First, the benefit could potentially be considered a “credit” and the employer could potentially be considered a “creditor” for TILA purposes. The law requires certain disclosures as part of a credit extension, which you may need to provide if you structure your benefit program this way. In addition, TILA contains additional special student loan disclosures and limitations that may apply.

Additionally, in the unfortunate event that you are required to take action to collect reimbursement from the employee, you may need to comply with the Federal FDCPA or other debt collection laws, particularly if you use a third-party debt collector.

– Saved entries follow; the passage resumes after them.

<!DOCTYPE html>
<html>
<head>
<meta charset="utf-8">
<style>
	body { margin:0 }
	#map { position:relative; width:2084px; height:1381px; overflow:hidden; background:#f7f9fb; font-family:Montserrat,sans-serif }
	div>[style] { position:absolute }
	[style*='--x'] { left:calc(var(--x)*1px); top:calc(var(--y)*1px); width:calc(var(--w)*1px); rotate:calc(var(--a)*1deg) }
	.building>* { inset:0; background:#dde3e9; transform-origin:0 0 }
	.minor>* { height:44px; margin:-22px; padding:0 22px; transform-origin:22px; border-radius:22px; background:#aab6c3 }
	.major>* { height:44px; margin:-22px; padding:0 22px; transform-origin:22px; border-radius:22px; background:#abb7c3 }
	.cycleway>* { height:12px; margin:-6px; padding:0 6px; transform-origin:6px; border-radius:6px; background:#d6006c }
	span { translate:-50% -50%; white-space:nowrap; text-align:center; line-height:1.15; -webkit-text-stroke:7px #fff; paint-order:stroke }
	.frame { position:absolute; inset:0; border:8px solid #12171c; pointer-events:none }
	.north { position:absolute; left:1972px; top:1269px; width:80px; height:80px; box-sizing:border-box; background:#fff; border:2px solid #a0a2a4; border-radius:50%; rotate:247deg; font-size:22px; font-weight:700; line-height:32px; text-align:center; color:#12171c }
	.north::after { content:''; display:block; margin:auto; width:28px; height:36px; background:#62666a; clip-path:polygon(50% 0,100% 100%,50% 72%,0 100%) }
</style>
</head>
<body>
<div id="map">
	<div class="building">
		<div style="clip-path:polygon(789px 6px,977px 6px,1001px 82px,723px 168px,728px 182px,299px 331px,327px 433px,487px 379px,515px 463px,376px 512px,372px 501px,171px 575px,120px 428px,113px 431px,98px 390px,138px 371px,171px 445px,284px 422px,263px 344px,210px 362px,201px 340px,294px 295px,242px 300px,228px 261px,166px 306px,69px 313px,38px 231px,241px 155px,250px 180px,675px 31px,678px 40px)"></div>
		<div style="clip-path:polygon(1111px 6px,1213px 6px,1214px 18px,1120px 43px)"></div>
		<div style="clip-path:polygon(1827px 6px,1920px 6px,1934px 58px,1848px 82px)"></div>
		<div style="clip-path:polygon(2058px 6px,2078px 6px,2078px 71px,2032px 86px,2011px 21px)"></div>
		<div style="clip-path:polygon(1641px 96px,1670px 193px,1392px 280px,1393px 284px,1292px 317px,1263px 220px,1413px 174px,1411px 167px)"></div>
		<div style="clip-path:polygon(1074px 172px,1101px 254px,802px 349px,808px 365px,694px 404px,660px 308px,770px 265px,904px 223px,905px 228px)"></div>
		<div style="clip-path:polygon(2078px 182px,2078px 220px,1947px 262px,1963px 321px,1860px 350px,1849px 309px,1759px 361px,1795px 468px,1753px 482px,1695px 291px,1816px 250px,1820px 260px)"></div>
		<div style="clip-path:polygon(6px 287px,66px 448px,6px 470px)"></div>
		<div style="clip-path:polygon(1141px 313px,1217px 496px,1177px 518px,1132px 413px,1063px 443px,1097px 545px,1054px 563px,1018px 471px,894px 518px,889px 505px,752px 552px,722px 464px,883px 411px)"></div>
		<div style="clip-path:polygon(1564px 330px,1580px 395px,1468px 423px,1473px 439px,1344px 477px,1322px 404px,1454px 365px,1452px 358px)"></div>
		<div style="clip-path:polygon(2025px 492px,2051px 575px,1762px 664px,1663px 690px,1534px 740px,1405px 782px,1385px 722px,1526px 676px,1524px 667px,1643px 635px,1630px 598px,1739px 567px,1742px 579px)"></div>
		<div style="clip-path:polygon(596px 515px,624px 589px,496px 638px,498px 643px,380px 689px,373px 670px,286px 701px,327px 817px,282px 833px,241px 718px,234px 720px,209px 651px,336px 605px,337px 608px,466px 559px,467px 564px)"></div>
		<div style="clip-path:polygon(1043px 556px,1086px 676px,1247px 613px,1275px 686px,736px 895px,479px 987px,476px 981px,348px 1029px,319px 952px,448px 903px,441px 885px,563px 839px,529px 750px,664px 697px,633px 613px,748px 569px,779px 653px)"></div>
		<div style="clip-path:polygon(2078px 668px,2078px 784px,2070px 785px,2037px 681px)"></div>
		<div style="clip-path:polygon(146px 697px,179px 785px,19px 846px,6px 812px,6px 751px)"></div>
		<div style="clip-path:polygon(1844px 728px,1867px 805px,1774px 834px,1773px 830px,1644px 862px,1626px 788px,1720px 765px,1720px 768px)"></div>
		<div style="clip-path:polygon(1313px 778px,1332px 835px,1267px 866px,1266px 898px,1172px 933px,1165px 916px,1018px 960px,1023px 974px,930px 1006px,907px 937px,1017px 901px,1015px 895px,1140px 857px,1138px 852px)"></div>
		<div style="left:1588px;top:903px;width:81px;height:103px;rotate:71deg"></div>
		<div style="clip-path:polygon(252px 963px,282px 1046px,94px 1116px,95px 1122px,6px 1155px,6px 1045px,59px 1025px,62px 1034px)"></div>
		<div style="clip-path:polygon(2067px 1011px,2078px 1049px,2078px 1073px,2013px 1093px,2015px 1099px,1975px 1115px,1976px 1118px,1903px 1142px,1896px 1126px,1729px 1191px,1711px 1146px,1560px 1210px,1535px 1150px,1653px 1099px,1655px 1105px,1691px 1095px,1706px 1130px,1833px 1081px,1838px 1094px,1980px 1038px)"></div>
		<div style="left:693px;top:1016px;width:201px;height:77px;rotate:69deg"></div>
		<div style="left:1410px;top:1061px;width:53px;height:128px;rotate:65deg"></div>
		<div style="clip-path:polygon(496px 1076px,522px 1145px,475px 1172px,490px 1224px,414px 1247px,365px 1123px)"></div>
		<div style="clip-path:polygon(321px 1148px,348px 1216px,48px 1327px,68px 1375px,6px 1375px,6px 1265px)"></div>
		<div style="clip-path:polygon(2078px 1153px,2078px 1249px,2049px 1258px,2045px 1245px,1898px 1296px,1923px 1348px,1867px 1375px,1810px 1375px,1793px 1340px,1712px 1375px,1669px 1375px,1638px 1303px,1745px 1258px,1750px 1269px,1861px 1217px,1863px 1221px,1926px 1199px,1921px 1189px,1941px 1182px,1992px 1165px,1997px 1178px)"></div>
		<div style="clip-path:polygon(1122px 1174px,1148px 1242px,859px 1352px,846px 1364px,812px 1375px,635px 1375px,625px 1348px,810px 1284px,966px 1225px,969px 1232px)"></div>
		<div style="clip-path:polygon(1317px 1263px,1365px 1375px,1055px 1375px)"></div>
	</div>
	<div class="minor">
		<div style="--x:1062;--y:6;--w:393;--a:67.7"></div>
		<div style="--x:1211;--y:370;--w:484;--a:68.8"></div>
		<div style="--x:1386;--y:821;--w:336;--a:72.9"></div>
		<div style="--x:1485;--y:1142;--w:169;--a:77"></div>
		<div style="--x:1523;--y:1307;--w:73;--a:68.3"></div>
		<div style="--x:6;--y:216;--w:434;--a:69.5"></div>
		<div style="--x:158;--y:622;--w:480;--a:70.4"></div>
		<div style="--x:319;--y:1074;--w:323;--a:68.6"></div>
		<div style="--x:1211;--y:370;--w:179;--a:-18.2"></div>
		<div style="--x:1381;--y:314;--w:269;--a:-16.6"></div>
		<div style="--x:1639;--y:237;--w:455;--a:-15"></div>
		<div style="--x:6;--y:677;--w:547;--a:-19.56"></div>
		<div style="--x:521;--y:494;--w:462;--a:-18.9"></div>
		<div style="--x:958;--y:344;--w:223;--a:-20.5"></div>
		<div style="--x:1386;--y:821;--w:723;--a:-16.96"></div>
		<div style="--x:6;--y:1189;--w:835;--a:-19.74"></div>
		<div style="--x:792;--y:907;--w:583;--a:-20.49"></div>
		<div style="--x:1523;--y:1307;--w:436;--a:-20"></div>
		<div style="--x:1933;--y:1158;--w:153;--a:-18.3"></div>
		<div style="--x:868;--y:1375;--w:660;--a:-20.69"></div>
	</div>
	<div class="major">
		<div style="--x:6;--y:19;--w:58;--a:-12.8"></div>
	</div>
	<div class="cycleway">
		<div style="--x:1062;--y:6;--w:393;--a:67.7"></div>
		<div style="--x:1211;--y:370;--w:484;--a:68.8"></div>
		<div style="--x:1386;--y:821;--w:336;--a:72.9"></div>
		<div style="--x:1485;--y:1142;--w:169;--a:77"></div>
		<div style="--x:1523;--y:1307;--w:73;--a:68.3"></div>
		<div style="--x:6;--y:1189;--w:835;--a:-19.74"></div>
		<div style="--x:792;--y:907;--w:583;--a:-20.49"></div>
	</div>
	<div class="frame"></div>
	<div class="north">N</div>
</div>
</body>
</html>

  • Revenue Sharing Agreements (ISAs) are considered “credits” under TILA. Some tuition funding programs are ISAs and require the employee to repay advanced tuition by contributing a percentage of income. Others may require the student to sign an ISA which is only triggered if the student does not take employment with the employer or leaves the employer before a certain period of time has elapsed. The Consumer Financial Protection Bureau recently concluded that ISAs meet the definition of “credit” in the Truth In Lending Act. Therefore, ISAs are subject to the disclosure requirements of TILA and other student loan limitations. Of particular note is TILA’s prohibition on prepayment penalties for student loans, which may conflict with the structure of an ISA.
  • Check state law before requiring a non-compete agreement or a repayment requirement. Some employers combine tuition assistance benefits with a non-compete agreement or an obligation for the employee to repay the benefit if they do not remain employed for a certain period of time. While this structure helps ensure the employer gets the most out of tuition assistance, such agreements may violate state employment laws that prohibit certain mobility-limiting clauses. professional. Some state laws even apply to liquidated damages provisions that impose a severe economic penalty on a departing employee. State law should be consulted to ensure that these non-compete or refund requirements would be enforceable.


Tuition assistance programs can be a key part of a company’s talent recruitment and retention efforts. Each employer should assess their particular situation as to which programs will be best and be aware of the legal strings that come with them.